Democratize the Internet
We spoke to Ramesh Srinivasan, Bernie Sanders campaign surrogate and author of a new book on big tech companies, community-driven alternatives, and the battle for the future of the internet.

Google staff stage a walkout at the company’s UK headquarters in London on November 1, 2018 as part of a global campaign over the US tech giant’s handling of sexual harassment. (Tolga Akmen / AFP via Getty Images)
On Monday, November 25, Google confirmed that it had fired four workers for what it said were “clear and repeated violations of our data security policies.” In reality, the workers were attempting to organize a union. The company has also hired a union-busting firm, proving yet again that big tech corporations, though loath to admit it, are just like the others at heart.
Presidential candidate Bernie Sanders had something to say about it. “Google is too big, too powerful, and its anti-worker actions will end when we are in the White House,” he tweeted. “We are going to break up Google and stand up for workers against powerful tech monopolies.”
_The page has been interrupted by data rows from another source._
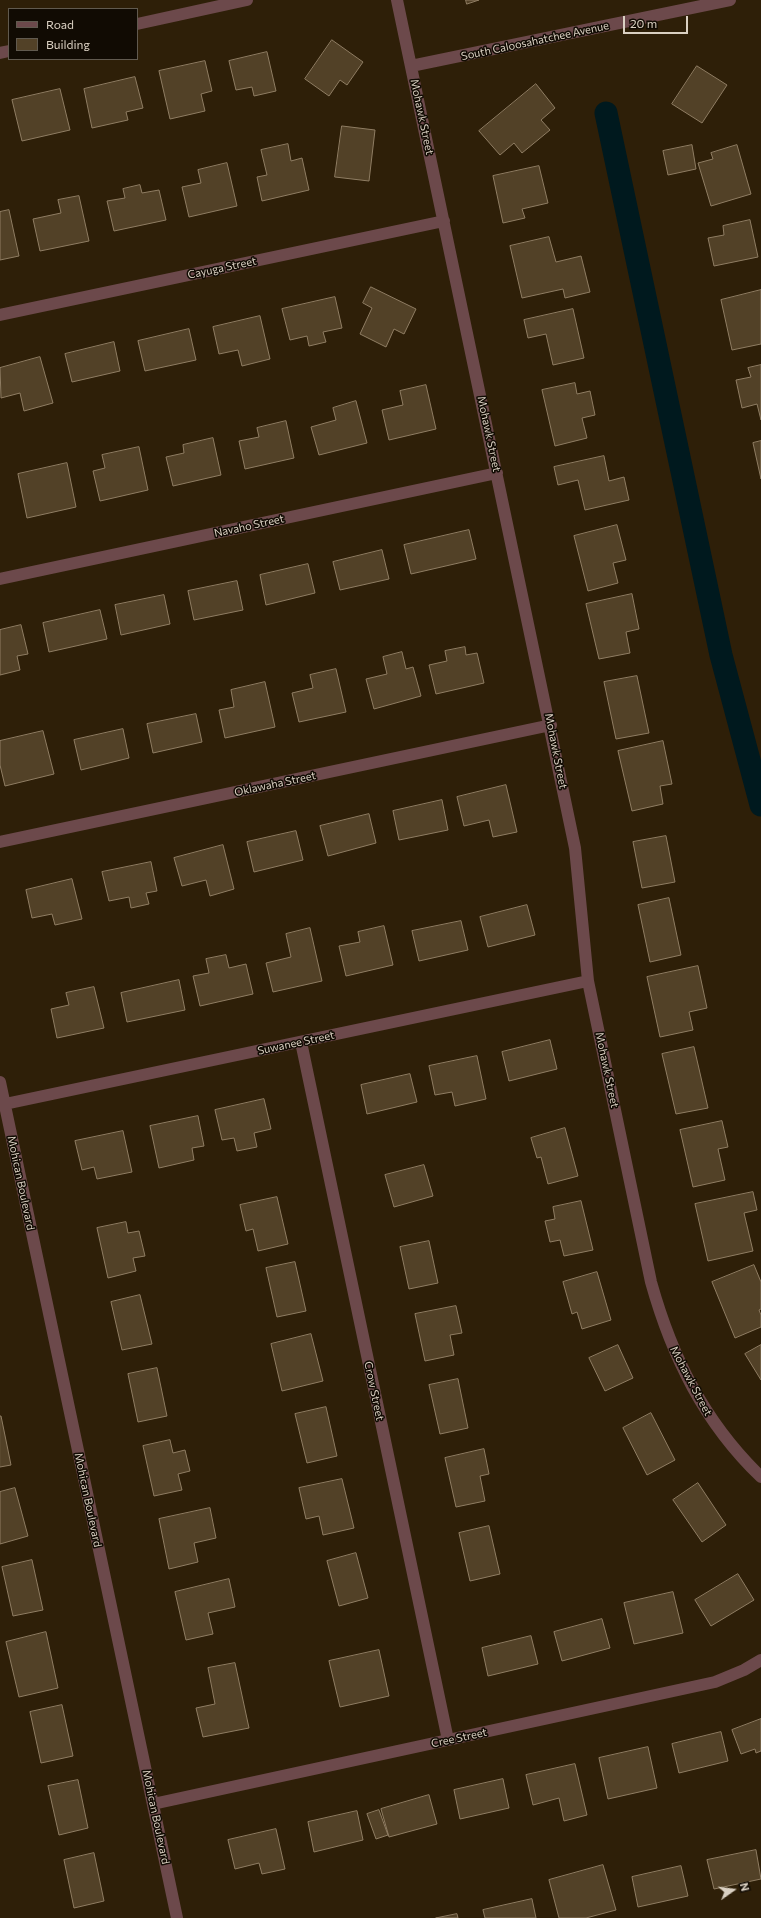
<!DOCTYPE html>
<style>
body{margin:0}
#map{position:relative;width:761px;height:1918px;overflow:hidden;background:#2e1f08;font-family:Commissioner,sans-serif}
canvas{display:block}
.legend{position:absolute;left:8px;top:8px;width:130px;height:52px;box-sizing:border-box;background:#110b03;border:1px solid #615a4f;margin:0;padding:5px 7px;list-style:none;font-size:12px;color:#dad0c2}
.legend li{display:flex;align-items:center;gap:8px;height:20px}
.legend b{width:20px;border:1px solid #615a4f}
.north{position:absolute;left:713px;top:1870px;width:40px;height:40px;-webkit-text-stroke:3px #110b03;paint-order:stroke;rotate:76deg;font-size:11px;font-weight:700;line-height:16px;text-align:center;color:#dad0c2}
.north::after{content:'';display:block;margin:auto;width:14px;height:18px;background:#dad0c2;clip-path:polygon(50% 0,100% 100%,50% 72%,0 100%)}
.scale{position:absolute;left:623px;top:16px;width:65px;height:18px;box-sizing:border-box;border:2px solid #dad0c2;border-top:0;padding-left:5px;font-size:12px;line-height:14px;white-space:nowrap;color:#dad0c2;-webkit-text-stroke:3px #110b03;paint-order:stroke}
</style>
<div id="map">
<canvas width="761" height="1918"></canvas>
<ul class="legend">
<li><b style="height:5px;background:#6c494b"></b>Road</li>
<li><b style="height:11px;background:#524127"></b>Building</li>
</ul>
<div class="north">N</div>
<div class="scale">20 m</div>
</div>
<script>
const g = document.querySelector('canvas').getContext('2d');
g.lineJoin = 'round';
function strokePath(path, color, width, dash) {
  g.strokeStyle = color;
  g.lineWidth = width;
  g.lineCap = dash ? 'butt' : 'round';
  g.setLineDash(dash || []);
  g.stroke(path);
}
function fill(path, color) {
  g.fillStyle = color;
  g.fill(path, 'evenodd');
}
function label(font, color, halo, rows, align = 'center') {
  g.font = font + ' Commissioner,sans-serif';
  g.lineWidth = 3;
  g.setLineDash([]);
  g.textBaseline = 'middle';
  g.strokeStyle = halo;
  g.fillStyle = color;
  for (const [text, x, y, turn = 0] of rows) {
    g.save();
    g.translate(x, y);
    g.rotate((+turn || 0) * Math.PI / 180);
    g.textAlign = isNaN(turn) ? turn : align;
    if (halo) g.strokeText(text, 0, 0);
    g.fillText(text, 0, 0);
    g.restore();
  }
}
strokePath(new Path2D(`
 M606,113L721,655L761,805`), '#00191e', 23);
const building = new Path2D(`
 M466,0H479L467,4Z
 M332,40L363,62L347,85L340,80L329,96L305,79Z
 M267,52L276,91L254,96L252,87L236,90L229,61Z
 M205,61L212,91L201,94L205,111L170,119L159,71Z
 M697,66L727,85L702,123L672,104Z
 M135,77L143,108L126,112L128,120L92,128L84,89Z
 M536,84L555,108L541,120L550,130L522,153L514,143L500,155L479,131Z
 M60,89L70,130L22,141L12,100Z
 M342,126L375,130L369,181L335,177Z
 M288,144L291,161L302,158L309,190L262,201L257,177L267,175L261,150Z
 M692,145L696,169L668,175L663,151Z
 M737,145L751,194L711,206L698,163L713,159L711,153Z
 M227,163L237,206L189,217L182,187L201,183L198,170Z
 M539,166L548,203L522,209L525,218L503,223L493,176Z
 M140,185L142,193L159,190L166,220L114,231L107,201L125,198L123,189Z
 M79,196L89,241L40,251L33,219L61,213L58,200Z
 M9,210L19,256L0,260V212Z
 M750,220L758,257L714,266L708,238L724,235L723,226Z
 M549,237L556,262L581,256L590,292L565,298L563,289L522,298L510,246Z
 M371,287L416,309L404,334L394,329L386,347L360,334L372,308L363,303Z
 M761,290V344L732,350L721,300Z
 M335,297L342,328L323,332L326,342L309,346L307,336L290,340L282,309Z
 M573,309L584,358L553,365L546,334L528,338L524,320Z
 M260,316L270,359L242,366L238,350L219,354L213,327Z
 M189,329L196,360L145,371L138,341Z
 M114,342L120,371L72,382L65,354Z
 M40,357L53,403L24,411L20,393L1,398L0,368Z
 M761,365V420L757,404L742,408L736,380L751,377L748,368Z
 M575,383L577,394L590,391L595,415L582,418L587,438L555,446L542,390Z
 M426,385L436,429L389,440L382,410L403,405L400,391Z
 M356,401L367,443L319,455L311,427L336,420L333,408Z
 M286,421L294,458L245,469L239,441L259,437L257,428Z
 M213,438L221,475L173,486L166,457L184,453L183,445Z
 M761,441V479L753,443Z
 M139,447L148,490L100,501L93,471L105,468L102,455Z
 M604,456L609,481L624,477L629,500L585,510L578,480L558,485L554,467Z
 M67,463L76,507L27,518L18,474Z
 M617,525L626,560L613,563L618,583L588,591L574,536Z
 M469,530L476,559L411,574L404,545Z
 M382,550L389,579L340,590L333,562Z
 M308,564L315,593L266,605L260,575Z
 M237,581L243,610L194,620L188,591Z
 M632,594L639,629L626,632L630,653L599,659L586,604Z
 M164,595L170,624L121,635L115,605Z
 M100,610L107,639L49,652L43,623Z
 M21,625L28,654L17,656L20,670L0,675V630Z
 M465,647L466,655L477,653L484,683L436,694L429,665L447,661L445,651Z
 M402,652L406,669L413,667L421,696L374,709L366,679L387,674L383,657Z
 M336,669L346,712L299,722L292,693L313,688L310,675Z
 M637,676L649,733L616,739L604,682Z
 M265,682L275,727L225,738L219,710L234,707L231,690Z
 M196,714L202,742L153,753L147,724Z
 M123,729L129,758L81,770L74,740Z
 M43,731L54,774L5,786L0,765V741Z
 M663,741L672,784L660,786L663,804L632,811L618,751Z
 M506,785L517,832L493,837L489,820L464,826L457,797Z
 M442,800L448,830L399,840L393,811Z
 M369,814L376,843L328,856L320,826Z
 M296,831L303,860L254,872L247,842Z
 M666,836L675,882L642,888L633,842Z
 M223,845L234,889L210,896L206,880L182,886L174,858Z
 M151,862L157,891L146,893L149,904L131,908L129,897L109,901L102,872Z
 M72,879L82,919L55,925L52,914L32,918L26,890Z
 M669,898L681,955L650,962L638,905Z
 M527,905L535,935L488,947L480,917Z
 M461,921L468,950L419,961L412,931Z
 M384,926L393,965L346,976L339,946L360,942L358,932Z
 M310,928L322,981L273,992L266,963L291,957L286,934Z
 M226,955L229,968L246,964L253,994L200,1006L193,976L209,973L206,959Z
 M698,966L707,1008L689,1012L693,1030L660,1037L647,977Z
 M179,980L185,1010L127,1022L121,993Z
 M94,987L104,1028L57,1038L51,1009L69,1005L66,993Z
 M550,1040L557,1069L509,1081L502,1052Z
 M694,1047L708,1108L676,1114L662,1054Z
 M477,1056L486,1099L455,1106L452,1092L435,1095L429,1066Z
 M410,1074L417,1102L367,1114L361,1085Z
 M264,1099L271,1129L254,1133L257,1147L237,1151L234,1138L222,1140L215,1110Z
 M198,1116L204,1146L192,1148L194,1160L159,1168L150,1126Z
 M722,1121L728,1147L718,1149L725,1180L693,1187L680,1130Z
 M565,1128L578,1176L548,1184L541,1157L537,1158L531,1138Z
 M123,1131L132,1172L97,1179L94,1167L82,1170L75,1141Z
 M424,1165L433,1196L394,1207L385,1175Z
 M753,1192L757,1210L744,1213L753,1251L708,1261L695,1204Z
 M277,1197L288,1244L258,1251L253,1229L246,1231L240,1205Z
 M581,1201L593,1250L564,1256L560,1240L550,1242L545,1221L555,1219L553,1207Z
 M126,1222L128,1233L139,1231L145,1256L133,1258L136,1271L108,1278L97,1228Z
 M429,1241L438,1283L409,1289L400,1247Z
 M295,1262L306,1311L277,1317L266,1268Z
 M754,1265L761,1282V1309L759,1310L761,1315V1327L735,1338L712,1282Z
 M597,1272L611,1320L582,1329L577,1312L572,1314L563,1282Z
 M140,1295L152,1344L122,1350L111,1302Z
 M456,1306L462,1333L450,1335L454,1355L425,1361L415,1314Z
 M311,1334L323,1381L282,1391L271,1344Z
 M618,1345L633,1378L605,1391L589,1358Z
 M761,1345V1380L745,1354Z
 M157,1368L167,1416L138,1422L128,1374Z
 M458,1379L468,1428L440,1434L429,1385Z
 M326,1407L337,1456L307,1463L295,1414Z
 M651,1413L675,1460L647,1475L623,1428Z
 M0,1416H1L11,1465L0,1467Z
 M170,1440L173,1453L185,1450L190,1471L178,1474L182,1490L154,1496L143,1446Z
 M484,1449L489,1474L480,1476L485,1501L456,1507L445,1458Z
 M342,1479L354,1528L323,1535L319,1516L306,1519L299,1488Z
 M698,1483L726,1525L702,1542L673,1500Z
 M15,1488L28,1536L0,1544V1492Z
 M210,1508L216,1538L194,1543L198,1562L169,1569L159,1519Z
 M489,1526L500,1574L470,1581L459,1533Z
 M356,1553L368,1598L339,1606L327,1561Z
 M32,1560L43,1610L13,1616L2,1567Z
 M738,1574L754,1600L711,1626L695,1600Z
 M229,1579L235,1607L208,1613L213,1634L186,1640L175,1592Z
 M673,1592L683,1633L634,1644L624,1603Z
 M602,1619L610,1648L562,1661L554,1632Z
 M46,1632L58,1688L19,1697L6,1642Z
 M531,1636L538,1664L488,1676L482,1648Z
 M379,1650L389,1696L340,1707L329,1661Z
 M235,1663L249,1728L203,1737L196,1708L215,1704L208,1668Z
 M62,1705L73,1756L41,1763L30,1712Z
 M761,1719V1751L756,1753L755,1749L741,1754L732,1730Z
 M721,1732L728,1761L679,1773L672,1744Z
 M648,1747L657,1788L608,1799L599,1758Z
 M575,1764L587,1815L564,1821L559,1798L533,1805L526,1775Z
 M503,1779L509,1808L460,1819L454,1790Z
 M78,1780L88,1828L59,1835L48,1786Z
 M429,1795L437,1824L389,1837L381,1809Z
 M379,1810L388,1835L376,1839L367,1814Z
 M357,1811L363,1840L314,1852L308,1822Z
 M276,1829L285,1869L262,1874L259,1863L235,1869L228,1840Z
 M756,1850L761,1879L714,1889L707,1860Z
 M94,1853L104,1901L74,1908L64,1860Z
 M603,1865L616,1910L586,1918H559L549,1880Z
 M681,1866L688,1896L638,1907L632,1877Z
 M532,1899L536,1918H485L483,1910Z
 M457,1914L458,1918H436Z`);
fill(building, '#524127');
strokePath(building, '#8f7d63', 1);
strokePath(new Path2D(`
 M397,0L575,848L588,981L651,1282C672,1357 704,1422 761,1477
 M137,24L247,0
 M0,53L9,51
 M411,66L730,0
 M0,315L444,221
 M0,579L497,473
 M0,842L551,725
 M301,1042L448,1740
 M0,1082L177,1918
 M5,1104L588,981
 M153,1804L715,1682L744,1670L761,1660`), '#6c494b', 12);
label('11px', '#dad0c2', '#110b03', [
 ["South Caloosahatchee Avenue",535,41,-12],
 ["Mohawk Street",422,117,78],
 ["Cayuga Street",222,268,-12],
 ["Mohawk Street",489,434,78],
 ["Navaho Street",249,526,-12],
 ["Mohawk Street",556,751,79],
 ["Oklawaha Street",275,784,-12],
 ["Suwanee Street",296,1043,-12],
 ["Mohawk Street",607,1070,78],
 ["Mohican Boulevard",21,1183,78],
 ["Mohawk Street",691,1381,62],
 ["Crow Street",374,1391,78],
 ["Mohican Boulevard",88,1500,78],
 ["Cree Street",459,1738,-12],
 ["Mohican Boulevard",156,1817,78]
]);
</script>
Ramesh Srinivasan is a Bernie Sanders campaign surrogate and author of Beyond the Valley: How Innovators around the World are Overcoming Inequality and Creating the Technologies of Tomorrow. The book’s anodyne title belies its fierce politics: like Sanders, Srinivasan believes that massive tech companies have grown unaccountably powerful and must be confronted, not courted and appeased as the Democratic Party establishment has done for decades.